Tag Archives: s10
In the last update I was working on cutting out metal to make the firewall and mocking up my new brake pedal setup from Speedway. Since then I've been pretty busy making something from nothing. I had to initially tackle how I was going to mount the brake booster and pedal assembly under the cab. The first problem was that where the pedal bracket needed to live the S10 chassis started to pinch in and put the pedal on a weird angle. This kit was made for an earlier frame that's mostly straight/flat and like anything with a custom build, I had to get creative.
I first used some jack stands to hold the brake assembly in place and eyeball up the position it needed to be in. I then traced out the area that the mounting pad for the pedal bracket needed to sit. I decided I could make a "cheese wedge" shaped mounting box that I could sink into the frame rail so that the pedal bracket would sit straight and everything would jive. I used 1/4" plate and copied the mounting holes to the base plate and welded the mounting bolts to the plate since they'd be hidden once the box was built. I used our Small Magnetic Welding Jig Set to square up the pieces and welded them together with the TIG200 DC Welder. The result was a strong mounting box I could sink into the frame and mount to the pedal box. I made my cuts in the chassis and mounted the box into the frame. Once I was sure it was square, I tack welded it into place with the MIG175 Welder.
Now that I had the shiny Right Stuff Brake Parts mounted in place I dropped the air suspension and checked my clearance when aired out.
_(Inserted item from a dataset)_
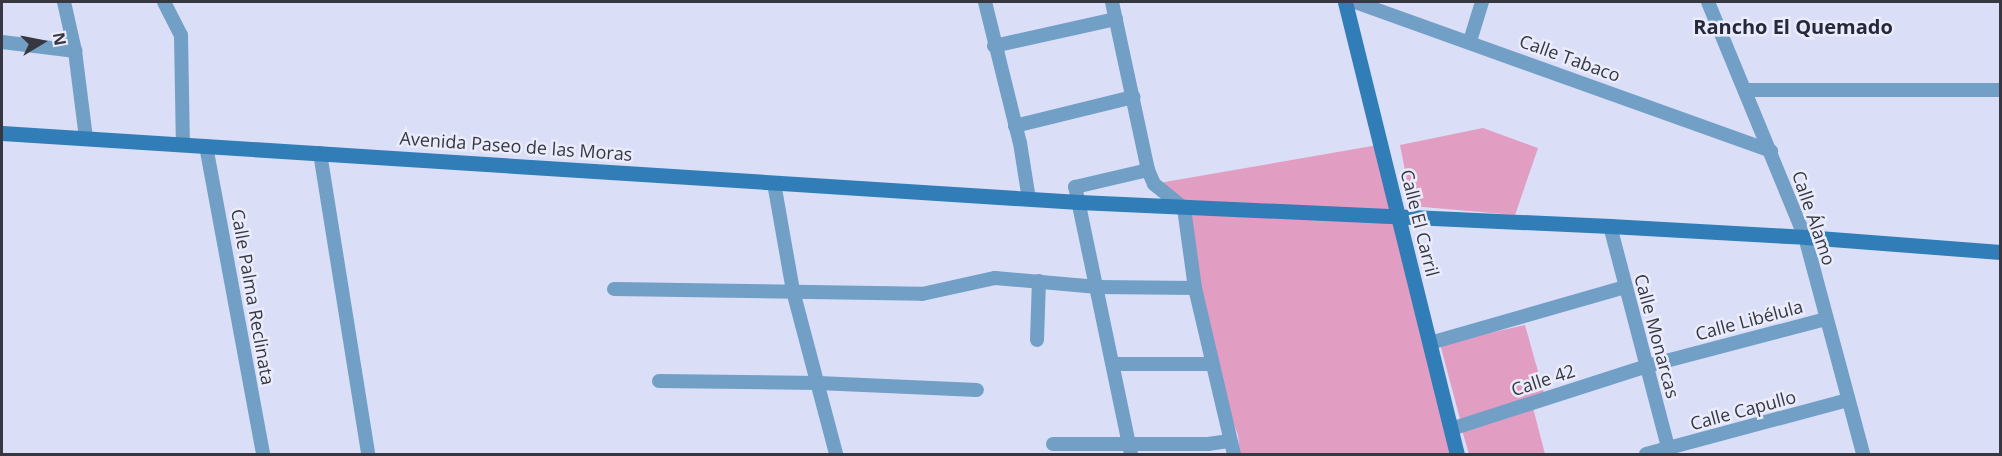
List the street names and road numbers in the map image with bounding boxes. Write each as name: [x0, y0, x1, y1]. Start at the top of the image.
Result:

The booster sits a couple inches below the chassis, but even when the body is sitting on the ground the booster has 4 inches or more of clearance. I'd probably rip the front end off before the brake parts were touched. That would be a BAD section of road even here on the east coast!
My celebration of having a brake setup was cut short when I slide the Speedway brake pedal on and found that the brake pedal landed where my throttle pedal should be. I like to heel-toe my brake and throttle when driving.. but this was unacceptable! I decided to cut apart the brake pedal arm, shorten it, brace it and move the pedal over a few inches so that it sat where a brake pedal should. I also had to "clock" the mounting tab for the linkage under the pedal so that the pedal sits up high enough that it won't contact the chassis when I am pushing the pedal. I again used 1/4" steel plate and the TIG200 DC to box and brace the pedal to handle the force of pressing the brake pedal. Don't mind the rough floor in the photos, we just welded that in temporarily to keep the cab from flopping around while we worked on the roof chop and the firewall.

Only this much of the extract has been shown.